Quant aux ERT d’Argentine, où il existe par ailleurs 8’000 autres entreprises propriété des travailleurs, on en a beaucoup parlé ces dernières années et de façon méritée. On compte actuellement 205 ERT, surtout des PME, employant près de 10’000 salariés. Les 23% des entreprises travaillent dans la métallurgie, et on en trouve aussi notamment dans le secteur agroalimentaire. Il s’y pratique un degré élevé de démocratie et 44% des entreprises se réunissent en assemblée une fois par semaine. Au cours de la période difficile que l’Argentine a traversée ces dernières années, la solution coopérative a été fréquemment choisie par les salariés pour maintenir l’outil de production et conserver leur travail mis en danger par l’incompétence et la rapacité de patrons sans scrupule.

Il est bien sûr vain d’attendre que les coopératives de production soient sans défaut. Un certain nombre de problèmes se posent à elles : difficulté de se financer, essoufflement de la démocratie par un certain désintérêt des salariés, conflits entre associés et dirigeants, attitudes égoïstes des associés, tendance à engager des salariés non associés et/ou à acquérir des filiales non coopératives comme variables d’ajustement (c’est le principal reproche qu’on peut faire aux coopératives Mondragon), égoïsme d’entreprise pour autant que règne la concurrence capitaliste, problèmes par rapport à la légalité (en Argentine, il est difficile pour beaucoup d’ERT d’obtenir la propriété des entreprises récupérées car la loi garantit les droits patronaux), réticence à accepter la présence des syndicats dans l’entreprise. Ces défauts ne sont sans doute pas insignifiants, mais il est possible d’y apporter certains remèdes. On peut comme au Pays Basque créer des banques spécialisées dans le crédit coopératif, on peut par la formation améliorer l’esprit coopératif, on peut parvenir à faire évoluer la législation (en France notamment il existe un cadre légal intéressant pour les Scop), ou maintenir les liens avec les syndicats. De plus, l’entreprise parfaite n’existe pas et n’existera probablement jamais. Ce ne sont en tout cas pas les grandes structures étatisées qui viendront à bout de tous les problèmes.

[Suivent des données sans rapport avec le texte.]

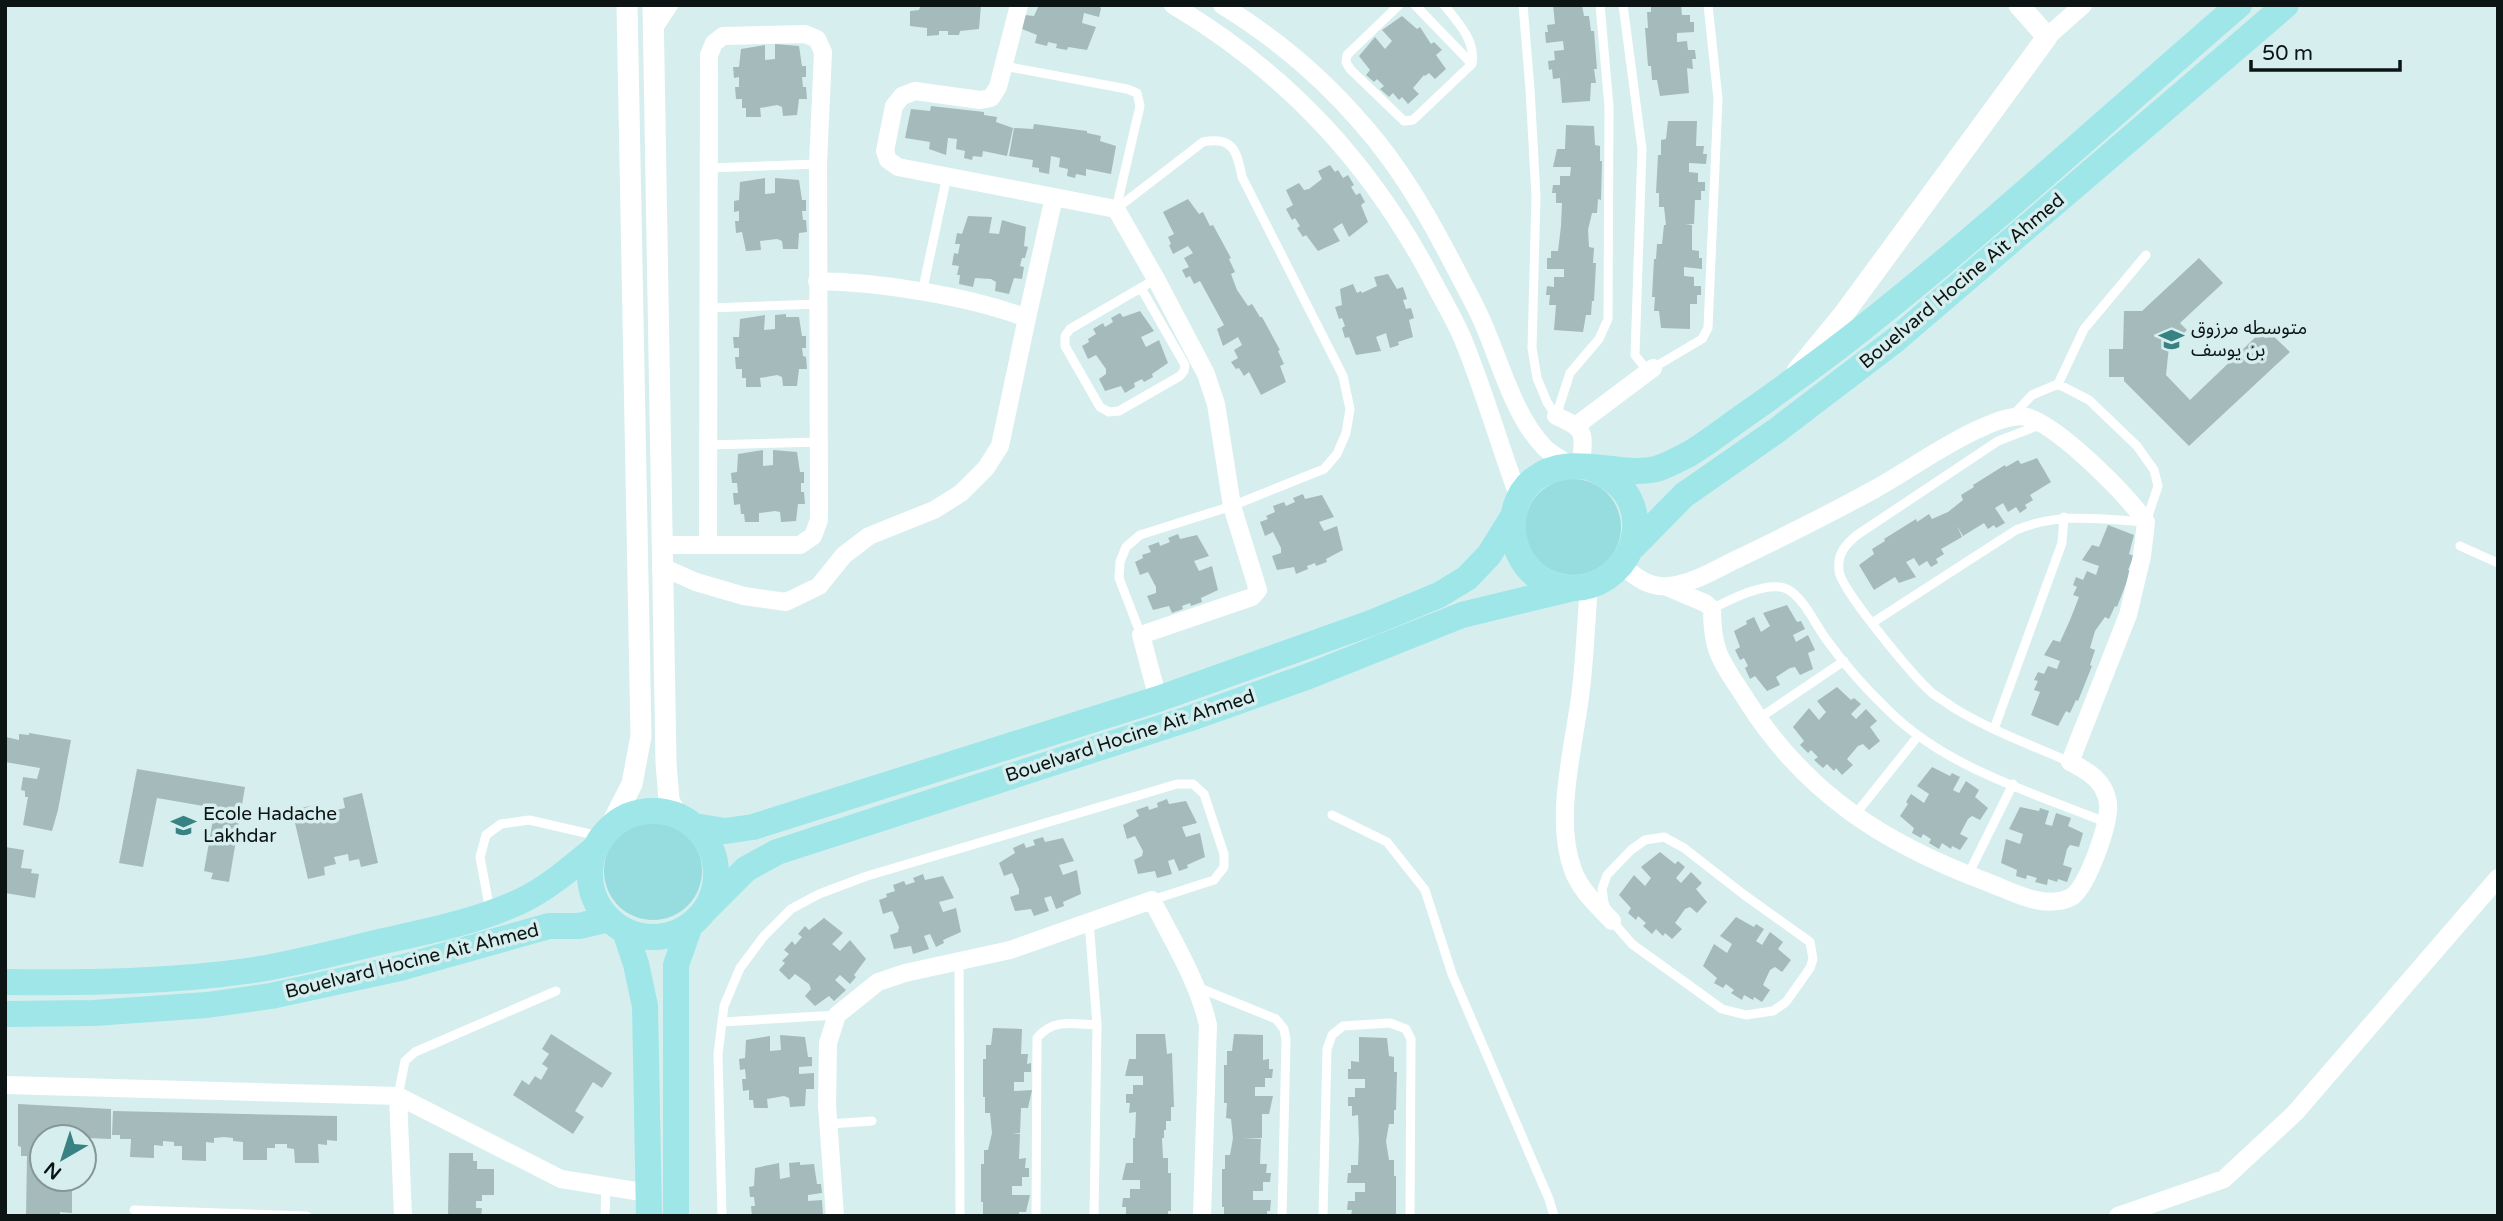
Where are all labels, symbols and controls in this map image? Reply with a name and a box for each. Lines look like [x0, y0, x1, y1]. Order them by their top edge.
scale bar [2251, 28, 2400, 72]
text: 50 m [2262, 41, 2313, 66]
street label: Bouelvard Hocine Ait Ahmed [1855, 189, 2069, 373]
place label: متوسطه مرزوق بن يوسف [2191, 317, 2307, 361]
school or university icon: متوسطه مرزوق بن يوسف [2157, 325, 2185, 353]
street label: Bouelvard Hocine Ait Ahmed [1003, 685, 1257, 787]
place label: Ecole Hadache Lakhdar [203, 803, 337, 847]
school or university icon: Ecole Hadache Lakhdar [169, 811, 197, 839]
street label: Bouelvard Hocine Ait Ahmed [283, 919, 541, 1003]
north arrow [28, 1123, 98, 1193]
text: N [40, 1157, 66, 1184]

A l’heure où se multiplient les fermetures et délocalisations d’entreprises, le cas de Novartis-Nyon montrant que même la Suisse n’est pas épargnée, il est bon d’étudier la solution coopérative. Elle est ces jours discutée en France au sein de l’entreprise de transport maritime Seafrance et au sein de l’entreprise Fralib, produisant le thé Lipton et les tisanes Eléphant. De nombreux exemples prouvent que la coopérative de production peut être économiquement efficace (selon le rapport Cicopa de juin 2011, les coopératives semblent mieux résister à la crise actuelle que les entreprises conventionnelles), alors qu’elle est clairement supérieure d’un point de vue humain. Ce qu’écrivait Georges Lasserre est toujours vrai : les coopératives « ont rendu aux travailleurs leur dignité d’hommes libres, parce qu’à une surveillance souvent dégradante elles ont substitué le sentiment de la responsabilité, la discipline reconnue nécessaire et librement consentie, parce qu’elles ont rendu au travail le respect qui lui est dû en le remettant à sa juste place par rapport au capital ».

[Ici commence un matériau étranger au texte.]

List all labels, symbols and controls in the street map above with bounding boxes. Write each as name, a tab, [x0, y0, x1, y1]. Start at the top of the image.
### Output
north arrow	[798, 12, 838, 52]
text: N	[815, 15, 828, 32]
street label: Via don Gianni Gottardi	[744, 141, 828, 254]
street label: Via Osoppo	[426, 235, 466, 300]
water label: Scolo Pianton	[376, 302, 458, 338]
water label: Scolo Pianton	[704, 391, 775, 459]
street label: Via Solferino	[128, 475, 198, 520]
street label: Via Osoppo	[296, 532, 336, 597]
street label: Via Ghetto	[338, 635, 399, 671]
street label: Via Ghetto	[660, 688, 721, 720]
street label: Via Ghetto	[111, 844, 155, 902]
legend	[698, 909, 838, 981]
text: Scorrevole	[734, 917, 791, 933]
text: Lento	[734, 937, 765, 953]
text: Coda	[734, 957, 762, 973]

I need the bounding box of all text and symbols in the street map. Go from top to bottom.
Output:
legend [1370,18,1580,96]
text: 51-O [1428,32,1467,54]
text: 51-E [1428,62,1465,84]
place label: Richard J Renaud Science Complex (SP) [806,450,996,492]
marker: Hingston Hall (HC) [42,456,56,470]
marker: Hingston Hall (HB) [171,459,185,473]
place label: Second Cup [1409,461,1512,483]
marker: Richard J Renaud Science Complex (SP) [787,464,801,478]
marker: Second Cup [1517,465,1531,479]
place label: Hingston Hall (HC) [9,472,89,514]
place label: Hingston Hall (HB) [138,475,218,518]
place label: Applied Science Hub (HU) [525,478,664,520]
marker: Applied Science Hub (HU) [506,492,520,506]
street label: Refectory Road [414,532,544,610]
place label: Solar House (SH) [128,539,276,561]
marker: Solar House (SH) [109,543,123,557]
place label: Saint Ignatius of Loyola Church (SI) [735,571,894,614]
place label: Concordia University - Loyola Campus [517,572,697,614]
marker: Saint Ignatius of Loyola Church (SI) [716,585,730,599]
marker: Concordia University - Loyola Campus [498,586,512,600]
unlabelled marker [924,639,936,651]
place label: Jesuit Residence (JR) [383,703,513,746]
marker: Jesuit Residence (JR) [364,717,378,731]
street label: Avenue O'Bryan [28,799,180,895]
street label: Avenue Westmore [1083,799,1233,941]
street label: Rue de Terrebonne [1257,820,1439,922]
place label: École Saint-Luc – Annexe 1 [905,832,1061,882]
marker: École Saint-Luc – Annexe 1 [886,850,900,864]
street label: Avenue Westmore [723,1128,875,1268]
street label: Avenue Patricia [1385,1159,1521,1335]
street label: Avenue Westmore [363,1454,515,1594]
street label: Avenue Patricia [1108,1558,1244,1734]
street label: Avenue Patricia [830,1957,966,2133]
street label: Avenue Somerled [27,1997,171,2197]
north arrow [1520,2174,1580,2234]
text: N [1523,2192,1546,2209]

On peut lire sur le sujet :
1. Jacques Prades, Compter sur ses propres forces. Initiatives solidaires et entreprises sociales, éd. de l’Aube 2006.

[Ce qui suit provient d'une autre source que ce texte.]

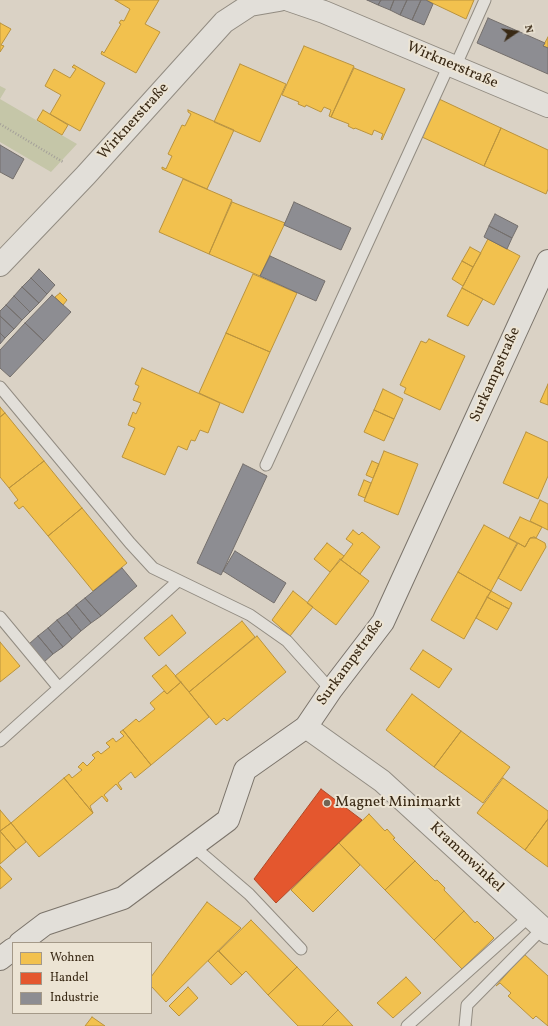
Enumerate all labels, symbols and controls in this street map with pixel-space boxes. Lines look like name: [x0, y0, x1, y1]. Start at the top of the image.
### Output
north arrow: [496, 12, 536, 52]
text: N: [520, 24, 536, 35]
street label: Wirknerstraße: [404, 39, 500, 93]
street label: Wirknerstraße: [95, 80, 173, 164]
street label: Surkampstraße: [467, 325, 525, 425]
street label: Surkampstraße: [314, 616, 388, 710]
place label: Magnet Minimarkt: [335, 794, 461, 812]
marker: Magnet Minimarkt: [322, 798, 332, 808]
street label: Krammwinkel: [425, 819, 507, 897]
legend: [12, 942, 152, 1014]
text: Wohnen: [50, 950, 95, 966]
text: Handel: [50, 970, 88, 986]
text: Industrie: [50, 990, 99, 1006]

2 Centre Europe-Tiers Monde (Cetim), Produire de la richesse autrement, 2008.
3 Un intéressant article de Tony Andreani : « Une réussite exemplaire. Grandeur et servitudes des coopératives de production. A propos de “Charbons ardents“ de Jean-Michel Carré », www.tonyandreani.canalblog.com
Des documentaires très intéressants ont aussi été tournés :
4 The Take (2004), d’Avi Lewis et Naomi Klein traite des entreprises récupérées d’Argentine à travers le récit au jour le jour de la création d’une coopérative pour remettre en route une fabrique de pièces métalliques.
5 Charbons ardents (1998), de Jean-Michel Carré raconte la vie de la coopérative de Tower Colliery.
6Les Fagor et les Brandt (2007), d’Anne Argouse et Hugues Peyret explique bien le système de Mondragon et montre aussi les difficultés des relations entre les coopératives et leurs filiales.